The deputy prime minister then mapped out core fields for restructuring, all of which are to welcome M&A capital from investors from Vietnam and abroad. These are finance and banking, SOEs, public investment, public debts, and streamlining non-manufacturing units.
In the finance and banking sector, the Vietnamese government is set to accelerate the pace of credit institutions restructuring. Towards this goal, the government is encouraging M&As among small commercial banks and credit institutions to form bigger ones and bolster management efficiency.
As a positive development, DPM Hue highlighted that Vietnam is making progress with tackling non-performing loans (NPLs). The rate of NPLs has gone down quickly, from 10.8 per cent in early 2016 to 6.9 per cent early this June.
“We’ll continue state capital divestments at state-owned commercial banks. One of Vietnam’s largest commercial banks–Agribank–is set to hold its initial public offering in 2019. Other banks such as BIDV and Vietcombank are working on plans to sell further stakes to domestic and foreign investors,” he noted.
In the future, the Vietnamese government will not grant additional licences for establishing wholly foreign-owned banks in Vietnam. Instead, foreign banks will be encouraged to buy underperforming local banks and later set up wholly foreign-owned banks in Vietnam, a move that is grabbing a lot of attention from investors.
Foreign investors may also join in the stake sales or transfers of financial entities, including people’s credit institutions. The State Bank of Vietnam has been tasked with developing a concrete strategy on restructuring these organisations and putting them on sale.
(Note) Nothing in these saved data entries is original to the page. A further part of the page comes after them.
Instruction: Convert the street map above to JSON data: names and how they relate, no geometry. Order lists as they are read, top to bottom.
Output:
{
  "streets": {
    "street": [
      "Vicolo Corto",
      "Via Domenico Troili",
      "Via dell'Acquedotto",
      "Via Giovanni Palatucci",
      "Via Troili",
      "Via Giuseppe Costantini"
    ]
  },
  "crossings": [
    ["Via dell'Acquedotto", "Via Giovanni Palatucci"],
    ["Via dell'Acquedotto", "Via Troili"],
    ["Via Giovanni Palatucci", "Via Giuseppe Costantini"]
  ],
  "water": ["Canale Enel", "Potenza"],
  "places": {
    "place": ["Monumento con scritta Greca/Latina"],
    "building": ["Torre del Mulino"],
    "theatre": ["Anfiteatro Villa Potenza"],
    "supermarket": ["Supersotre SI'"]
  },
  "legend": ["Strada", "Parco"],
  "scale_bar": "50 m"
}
As for securities companies, further restructuring is important to reduce the number of brokerages, while boosting their capacity and scale to better serve the growing Vietnamese stock market.
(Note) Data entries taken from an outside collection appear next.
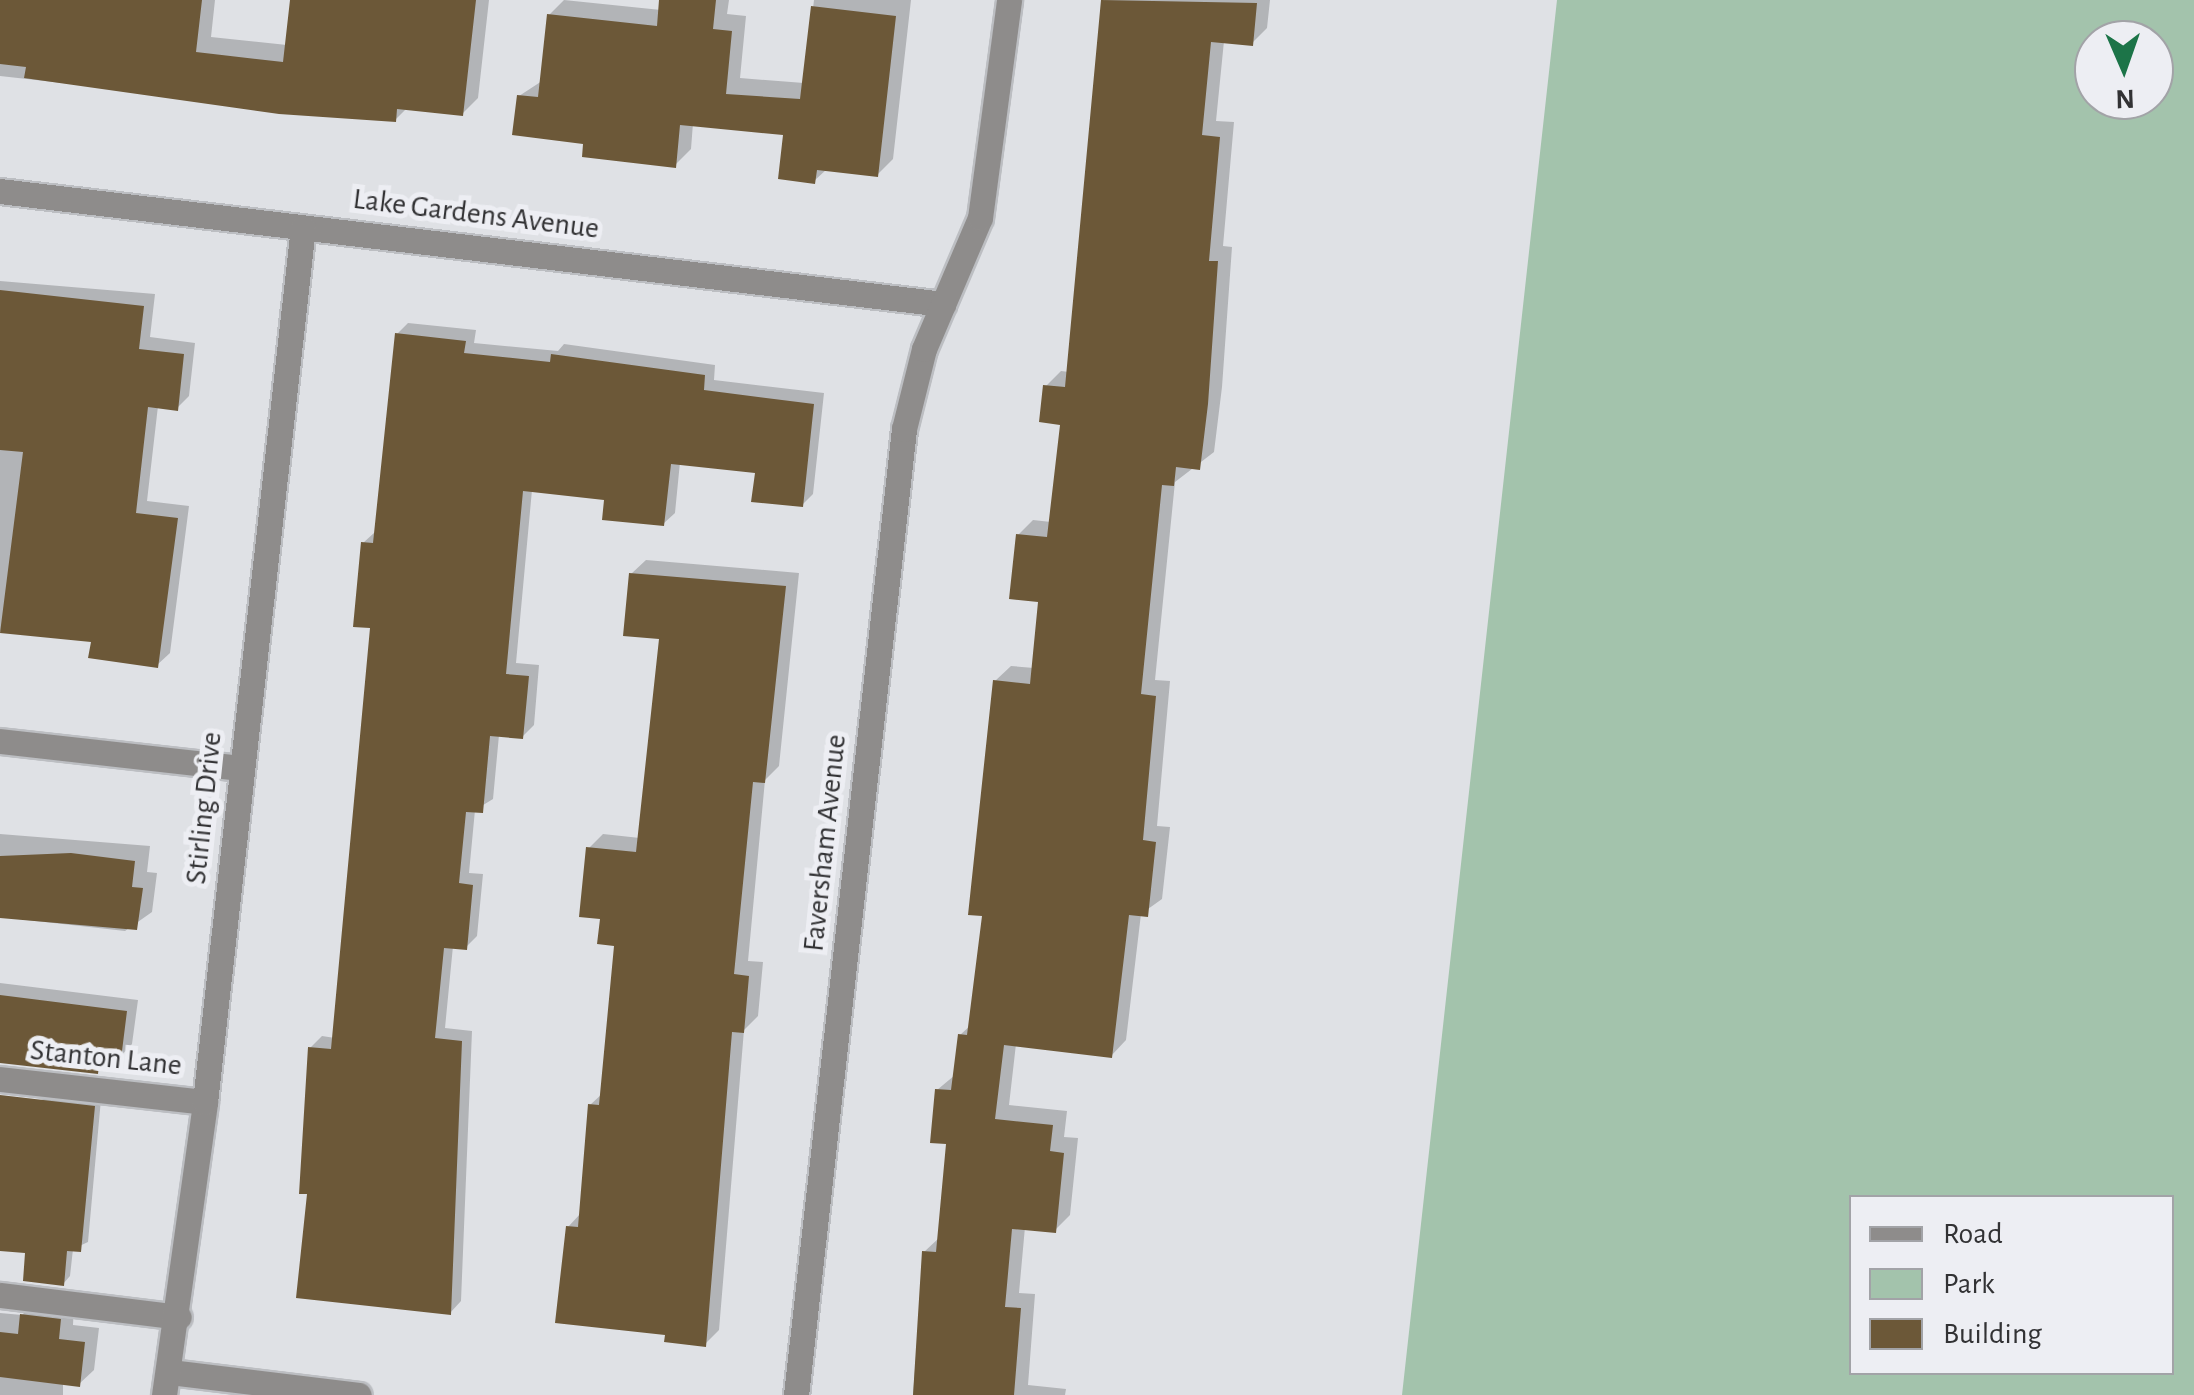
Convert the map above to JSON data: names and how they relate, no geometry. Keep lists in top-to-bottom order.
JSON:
{
  "streets": {
    "street": [
      "Lake Gardens Avenue",
      "Stirling Drive",
      "Faversham Avenue",
      "Stanton Lane"
    ]
  },
  "crossings": [
    ["Lake Gardens Avenue", "Stirling Drive"],
    ["Lake Gardens Avenue", "Faversham Avenue"],
    ["Stirling Drive", "Stanton Lane"]
  ],
  "legend": ["Road", "Park", "Building"],
  "north": "bottom"
}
The Vietnamese government is also welcoming investments into fields that have yet to attract much attention. Restructuring proposals have been approved for hundreds of non-manufacturing yet financially independent state-owned units. Equitising non-manufacturing units, except for schools and hospitals, is also important, thus the government is welcoming the participation of both domestic and foreign investors in their shake-up plans.